Bloomberg News

Asian Stocks Rise, Led by Rare-Earth Firms; Taiwan Surges

November 23, 2012

Asian stocks rose, led by gains in rare-earth companies and Chinese developers, and as Taiwan shares surged after the island’s finance minister said government-controlled funds should buy equities at lows. Japanese markets are closed today.

Lynas Corp. (LYC), builder of the largest rare-earth refinery in Malaysia, climbed 6.7 percent in Sydney as it prepares to start production in the Southeast Asian country. Shui On Land Ltd. (272), a mainland Chinese home builder, added 7.4 percent. Samsung Electronics Co. (005930) rose to a record in Seoul. The Taiex Index jumped 3.1 percent in Taipei, leading gains among the region’s benchmark indexes.

The MSCI Asia Pacific Excluding Japan Index (MXAPJ) rose 0.8 percent to 443.33 as of 6:22 p.m. in Hong Kong, with almost two shares rising for each that fell. The gauge is heading for its first weekly advance in three weeks as data on China manufacturing, U.S. jobs and housing added to signs the world’s two largest economies are on the mend.

“The manufacturing data bodes very well for 2013,” Shane Oliver, Sydney-based head of investment strategy at AMP Capital Investors Ltd., which has almost $100 billion under management, said on Bloomberg Television. “A lot of the bad news has been priced in. We’ve probably seen the bottom for the markets.”

The benchmark MSCI Asia Pacific Index that includes Japan gained 12 percent from this year’s low on June 4 through yesterday as central banks added stimulus to spur economic growth and data showed a slowdown in China may be ending. The Asian benchmark traded at 13.8 times estimated earnings on average, compared with 13.4 for the S&P 500 and 12.3 for the Stoxx Europe 600 Index.

Regional Indexes

South Korea’s Kospi Index (KOSPI) gained 0.4 percent.
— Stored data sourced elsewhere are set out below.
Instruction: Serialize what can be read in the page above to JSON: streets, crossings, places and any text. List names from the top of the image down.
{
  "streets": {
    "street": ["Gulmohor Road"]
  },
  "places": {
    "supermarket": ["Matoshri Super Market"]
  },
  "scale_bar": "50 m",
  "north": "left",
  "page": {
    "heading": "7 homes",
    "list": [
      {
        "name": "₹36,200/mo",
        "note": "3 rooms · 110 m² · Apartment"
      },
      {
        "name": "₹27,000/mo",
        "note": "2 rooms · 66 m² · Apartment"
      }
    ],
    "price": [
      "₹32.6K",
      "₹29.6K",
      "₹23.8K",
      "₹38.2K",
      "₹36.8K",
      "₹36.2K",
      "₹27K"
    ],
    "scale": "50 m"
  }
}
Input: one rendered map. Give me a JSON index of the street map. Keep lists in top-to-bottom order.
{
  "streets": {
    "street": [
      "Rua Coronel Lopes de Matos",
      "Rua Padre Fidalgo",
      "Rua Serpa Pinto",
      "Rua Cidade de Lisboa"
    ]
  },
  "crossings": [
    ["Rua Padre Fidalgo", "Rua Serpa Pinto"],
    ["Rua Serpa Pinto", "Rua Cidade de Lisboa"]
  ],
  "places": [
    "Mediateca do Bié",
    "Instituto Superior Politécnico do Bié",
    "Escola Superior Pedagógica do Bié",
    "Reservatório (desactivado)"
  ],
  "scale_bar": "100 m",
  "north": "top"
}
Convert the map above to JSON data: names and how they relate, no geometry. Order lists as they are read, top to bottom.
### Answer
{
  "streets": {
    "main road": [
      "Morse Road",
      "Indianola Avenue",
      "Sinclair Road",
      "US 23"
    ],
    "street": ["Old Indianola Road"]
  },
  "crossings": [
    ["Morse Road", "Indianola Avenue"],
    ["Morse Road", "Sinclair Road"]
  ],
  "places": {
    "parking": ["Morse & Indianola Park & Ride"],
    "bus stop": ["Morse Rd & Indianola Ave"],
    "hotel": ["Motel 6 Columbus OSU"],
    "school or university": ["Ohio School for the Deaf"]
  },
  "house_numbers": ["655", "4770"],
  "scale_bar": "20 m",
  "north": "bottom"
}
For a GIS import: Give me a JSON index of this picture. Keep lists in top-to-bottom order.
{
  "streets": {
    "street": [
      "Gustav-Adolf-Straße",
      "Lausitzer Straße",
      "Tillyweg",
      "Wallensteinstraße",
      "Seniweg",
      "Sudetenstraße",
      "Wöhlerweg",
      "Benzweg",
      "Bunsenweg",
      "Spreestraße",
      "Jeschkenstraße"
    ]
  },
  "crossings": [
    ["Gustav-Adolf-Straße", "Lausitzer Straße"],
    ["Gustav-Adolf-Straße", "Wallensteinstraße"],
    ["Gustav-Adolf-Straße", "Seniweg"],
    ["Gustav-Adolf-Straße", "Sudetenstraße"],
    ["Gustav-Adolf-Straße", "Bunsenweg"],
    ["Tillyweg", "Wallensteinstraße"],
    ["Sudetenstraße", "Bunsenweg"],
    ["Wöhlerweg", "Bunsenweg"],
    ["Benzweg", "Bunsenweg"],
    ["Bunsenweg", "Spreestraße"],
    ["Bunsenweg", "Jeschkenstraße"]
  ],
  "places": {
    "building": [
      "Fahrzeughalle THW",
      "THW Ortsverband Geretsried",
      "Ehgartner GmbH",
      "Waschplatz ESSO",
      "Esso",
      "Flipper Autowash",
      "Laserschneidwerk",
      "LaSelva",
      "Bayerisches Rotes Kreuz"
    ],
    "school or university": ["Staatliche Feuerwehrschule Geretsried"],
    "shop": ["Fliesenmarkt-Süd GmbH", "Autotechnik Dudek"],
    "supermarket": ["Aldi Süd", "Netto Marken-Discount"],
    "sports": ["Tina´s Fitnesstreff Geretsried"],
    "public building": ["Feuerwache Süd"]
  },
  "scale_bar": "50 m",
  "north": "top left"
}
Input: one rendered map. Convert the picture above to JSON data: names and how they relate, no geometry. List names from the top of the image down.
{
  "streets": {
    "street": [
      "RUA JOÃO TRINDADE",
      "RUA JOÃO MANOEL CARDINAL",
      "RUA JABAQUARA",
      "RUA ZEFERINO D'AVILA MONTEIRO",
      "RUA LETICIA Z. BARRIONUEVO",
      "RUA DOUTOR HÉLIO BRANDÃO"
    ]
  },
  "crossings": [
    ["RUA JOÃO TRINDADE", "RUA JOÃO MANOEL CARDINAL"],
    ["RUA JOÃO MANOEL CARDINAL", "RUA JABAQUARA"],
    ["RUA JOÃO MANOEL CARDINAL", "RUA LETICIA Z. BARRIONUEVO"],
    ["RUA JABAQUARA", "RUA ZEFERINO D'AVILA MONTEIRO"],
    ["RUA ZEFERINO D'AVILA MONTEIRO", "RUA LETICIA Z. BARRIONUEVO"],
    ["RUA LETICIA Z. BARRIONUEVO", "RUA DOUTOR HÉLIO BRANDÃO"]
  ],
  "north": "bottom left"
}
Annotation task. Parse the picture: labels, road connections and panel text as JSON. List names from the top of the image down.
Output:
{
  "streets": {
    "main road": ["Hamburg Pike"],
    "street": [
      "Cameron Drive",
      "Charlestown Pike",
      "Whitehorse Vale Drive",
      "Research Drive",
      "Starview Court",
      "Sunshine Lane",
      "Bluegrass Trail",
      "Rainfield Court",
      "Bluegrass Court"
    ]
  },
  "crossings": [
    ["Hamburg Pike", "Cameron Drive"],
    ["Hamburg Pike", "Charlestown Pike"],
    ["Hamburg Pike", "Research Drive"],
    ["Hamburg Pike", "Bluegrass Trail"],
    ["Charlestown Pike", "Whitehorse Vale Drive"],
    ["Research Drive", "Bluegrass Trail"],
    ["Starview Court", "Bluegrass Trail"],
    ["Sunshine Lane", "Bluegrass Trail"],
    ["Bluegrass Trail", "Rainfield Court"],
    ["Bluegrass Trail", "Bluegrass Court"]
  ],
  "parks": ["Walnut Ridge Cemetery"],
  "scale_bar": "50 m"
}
Hong Kong’s Hang Seng Index added 0.8 percent, while China’s Shanghai Composite Index climbed 0.6 percent. Australia’s S&P/ASX 200 Index was little changed.

Futures on the Standard & Poor’s 500 Index rose 0.1 percent today. U.S. markets were closed yesterday for holidays as European budget talks began in Brussels. The main obstacle to unlocking international loans for Greece is a plan to reduce interest rates charged by euro-area creditors, a Greek official said.

Lynas climbed 5.5 percent to 71.2 Australian cents. Macquarie Group Ltd. raised the stock’s rating to outperform from underperform as the rare-earth producer prepares to start production at its Malaysian refinery by the first quarter of 2013.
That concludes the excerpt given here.